The vast majority of the some 100 people (including officials from three federal agencies) who turned out for last week’s state Transportation Board meeting vociferously opposed a bypass that would cut through an established wildlife corridor west of Tucson.
One of the speakers, Saguaro National Park Superintendent Sarah Craighead, said a bypass “could have grave consequences” for the west unit of the park, blocking animal migration, spreading invasive species and increasing light pollution.
Her objections echoed what opponents long have said about freeway bypasses: They hurt the environment, bring unwanted development and stress water resources.
We wish the state Transportation Board would listen. So far, it hasn’t, choosing to go ahead and study the proposal some more.
Yes, I-10 traffic only will get worse – in four years, 200,000 vehicles a day are predicted to make the trek between Tucson and Phoenix.
But addressing the issue simply by pouring another strip of concrete to allow carbon-monoxide-spewing vehicles to chug through pristine wilderness seems to be an old-fashioned, piecemeal approach.

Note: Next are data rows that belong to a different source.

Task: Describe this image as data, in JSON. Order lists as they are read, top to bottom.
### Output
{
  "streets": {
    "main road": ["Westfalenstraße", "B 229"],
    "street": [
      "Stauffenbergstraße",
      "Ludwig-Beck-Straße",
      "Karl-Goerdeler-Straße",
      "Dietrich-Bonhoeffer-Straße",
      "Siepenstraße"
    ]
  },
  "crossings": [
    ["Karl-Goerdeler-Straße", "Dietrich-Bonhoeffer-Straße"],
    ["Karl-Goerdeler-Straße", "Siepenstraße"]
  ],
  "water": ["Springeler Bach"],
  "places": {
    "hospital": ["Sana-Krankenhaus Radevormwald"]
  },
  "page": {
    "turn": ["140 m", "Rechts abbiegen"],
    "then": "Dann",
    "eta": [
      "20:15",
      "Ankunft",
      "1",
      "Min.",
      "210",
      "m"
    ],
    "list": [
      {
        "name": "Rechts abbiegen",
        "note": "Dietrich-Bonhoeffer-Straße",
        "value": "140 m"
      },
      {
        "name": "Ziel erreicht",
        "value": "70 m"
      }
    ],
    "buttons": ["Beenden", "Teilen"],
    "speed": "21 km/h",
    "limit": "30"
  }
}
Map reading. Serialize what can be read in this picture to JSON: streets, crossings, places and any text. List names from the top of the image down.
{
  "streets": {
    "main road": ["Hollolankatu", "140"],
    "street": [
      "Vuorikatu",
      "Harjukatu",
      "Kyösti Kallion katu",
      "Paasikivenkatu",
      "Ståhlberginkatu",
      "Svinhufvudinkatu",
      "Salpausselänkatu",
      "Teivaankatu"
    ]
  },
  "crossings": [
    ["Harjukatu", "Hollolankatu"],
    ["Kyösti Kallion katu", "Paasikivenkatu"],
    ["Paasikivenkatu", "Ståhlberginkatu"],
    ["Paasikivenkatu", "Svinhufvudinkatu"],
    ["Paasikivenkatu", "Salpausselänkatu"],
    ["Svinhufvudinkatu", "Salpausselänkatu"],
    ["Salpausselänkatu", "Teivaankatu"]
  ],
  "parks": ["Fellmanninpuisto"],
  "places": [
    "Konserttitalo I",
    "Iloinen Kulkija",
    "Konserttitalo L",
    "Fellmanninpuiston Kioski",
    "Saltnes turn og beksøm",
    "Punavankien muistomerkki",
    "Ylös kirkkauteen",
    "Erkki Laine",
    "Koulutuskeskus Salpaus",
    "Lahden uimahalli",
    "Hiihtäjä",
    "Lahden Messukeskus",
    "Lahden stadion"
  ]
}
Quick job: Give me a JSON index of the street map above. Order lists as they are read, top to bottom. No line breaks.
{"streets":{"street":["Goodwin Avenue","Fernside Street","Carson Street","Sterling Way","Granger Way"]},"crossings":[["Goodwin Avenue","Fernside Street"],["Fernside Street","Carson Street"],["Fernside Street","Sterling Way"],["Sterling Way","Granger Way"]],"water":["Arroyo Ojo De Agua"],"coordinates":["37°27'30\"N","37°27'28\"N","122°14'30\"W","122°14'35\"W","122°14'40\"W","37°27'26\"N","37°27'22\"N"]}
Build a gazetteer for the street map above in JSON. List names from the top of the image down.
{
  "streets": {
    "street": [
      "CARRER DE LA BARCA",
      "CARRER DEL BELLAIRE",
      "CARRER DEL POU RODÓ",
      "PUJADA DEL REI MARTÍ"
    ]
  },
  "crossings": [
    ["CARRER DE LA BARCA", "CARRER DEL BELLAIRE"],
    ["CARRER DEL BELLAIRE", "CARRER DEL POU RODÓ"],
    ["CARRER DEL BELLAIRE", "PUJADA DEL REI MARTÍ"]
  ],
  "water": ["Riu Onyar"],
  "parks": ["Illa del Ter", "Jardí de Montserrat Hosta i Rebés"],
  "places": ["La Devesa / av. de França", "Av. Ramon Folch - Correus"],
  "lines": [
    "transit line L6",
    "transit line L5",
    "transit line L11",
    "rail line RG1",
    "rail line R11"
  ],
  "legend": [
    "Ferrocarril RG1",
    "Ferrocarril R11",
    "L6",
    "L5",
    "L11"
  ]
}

That the strip comes with at least a $6 billion price tag and no funding source makes it even more suspect.
Gov.-to-be Jan Brewer and the Arizona Legislature need to take on the transportation problem in a comprehensive, creative manner that includes a funding mechanism.
Something along the lines of the failed TIME initiative, which would have raised state sales taxes to produce $40 billion over the next 20 years to address Arizona’s transportation ills, would be a good place to start.
The state board’s decision isn’t the only bit of distressing transportation news to hit Tucson lately.
The city’s streetcar project, a key feature of the 2006 Regional Transportation Plan, will receive just one-third of the funding it expected from the federal government.
The city has yet to persuade the feds that it has met requirements to justify $75 million in grants for the project, which eventually would connect the University of Arizona area to downtown.
Meanwhile, in Phoenix, a spanking-new $1.4 billion light rail system will be inaugurated Saturday. On a typical day, some 26,000 passengers will be whisked through Phoenix, Mesa and Tempe along 20 miles of track.
When it comes to transportation, Phoenix has the right idea. Southern Arizona, unfortunately, is moving in the wrong direction.